Competing, either directly or indirectly, with the Company or acquiring a financial interest in an entity or entering into an association that interferes or might reasonably be thought to interfere, with your independent exercise of judgment in the best interests of the Company. Each manager and above shall devote all of his/her business time and energy to the Company and shall not engage in any other business activity without prior written consent of the Chief Operating Officer, General Manager or the equivalent thereof, obtained through the proper chain of command;
 
 
4.
Engaging in a consulting, managerial, employment or investing relationship with a competitor, patron, vendor or other party dealing with the Company (other than Minimal Ownership of publicly traded securities as a passive investment). “Minimal Ownership” means the lesser of (a) under 1% of the total outstanding class of securities or (b) 5% or less of the employee’s, director’s or officer’s personal net worth.
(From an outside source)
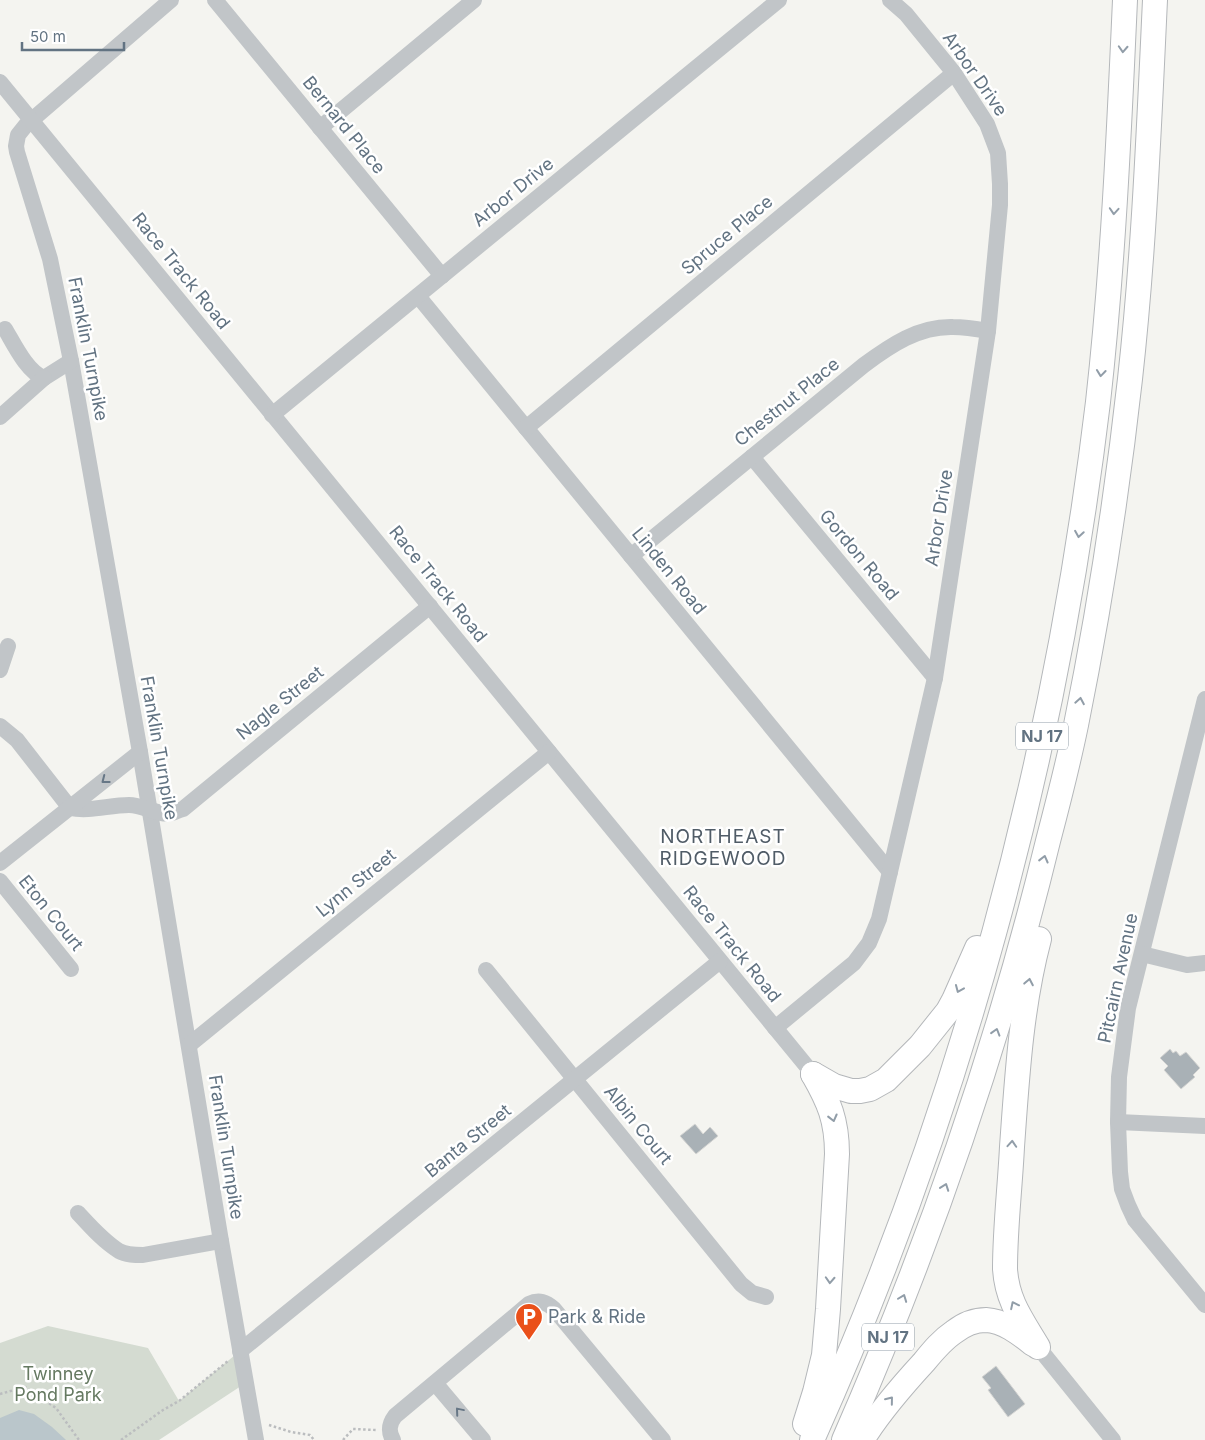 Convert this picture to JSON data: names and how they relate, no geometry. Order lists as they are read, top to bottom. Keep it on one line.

Employees, their relatives or friends shall not own a significant financial interest in any business organization that does or seeks to do business with or is a competitor of the Company without full written disclosure to and the prior written approval of the Chief Operating Officer, General Manager or the equivalent thereof. For purposes of this policy, a relative shall mean a spouse, parents, in-laws, siblings, children, aunts, uncles, nieces and nephews and friends shall include a fiancée, business partner, room-mate, or other close associate or personal friend;
 
 
5.
Taking or otherwise appropriating for personal benefit, or for the benefit of any other person or enterprise, any opportunity or potential opportunity that arises or may arise in any line of business in which the Company engages or is likely to engage without first notifying and obtaining the express approval of the Board. (For example, acquiring, directly or indirectly, real property, leaseholds, patents or other properties or rights in which the Company has, or is likely to have, an interest is prohibited unless approved by the Board.); and
 
 
6.
Misusing, taking or otherwise appropriating for personal benefit, or for the benefit of any other person or enterprise any Company assets or resources, including but not limited to confidential and proprietary information. The assets of the Company, including assets issued as complimentaries, are only to be utilized to advance the business goals of the Company and not to advance private economic interests.
 
In all instances, should a conflict or potential conflict arise, the matter must be disclosed promptly to the Ethics Committee and, if involving an officer the Board of Directors.
 
PROPER ACCOUNTING AND RECORD RETENTION
 
Employees, officers and directors are responsible for maintaining all records in an accurate manner and must fully and fairly disclose the financial condition of the Company in accordance with all applicable laws, regulations, principles and standards.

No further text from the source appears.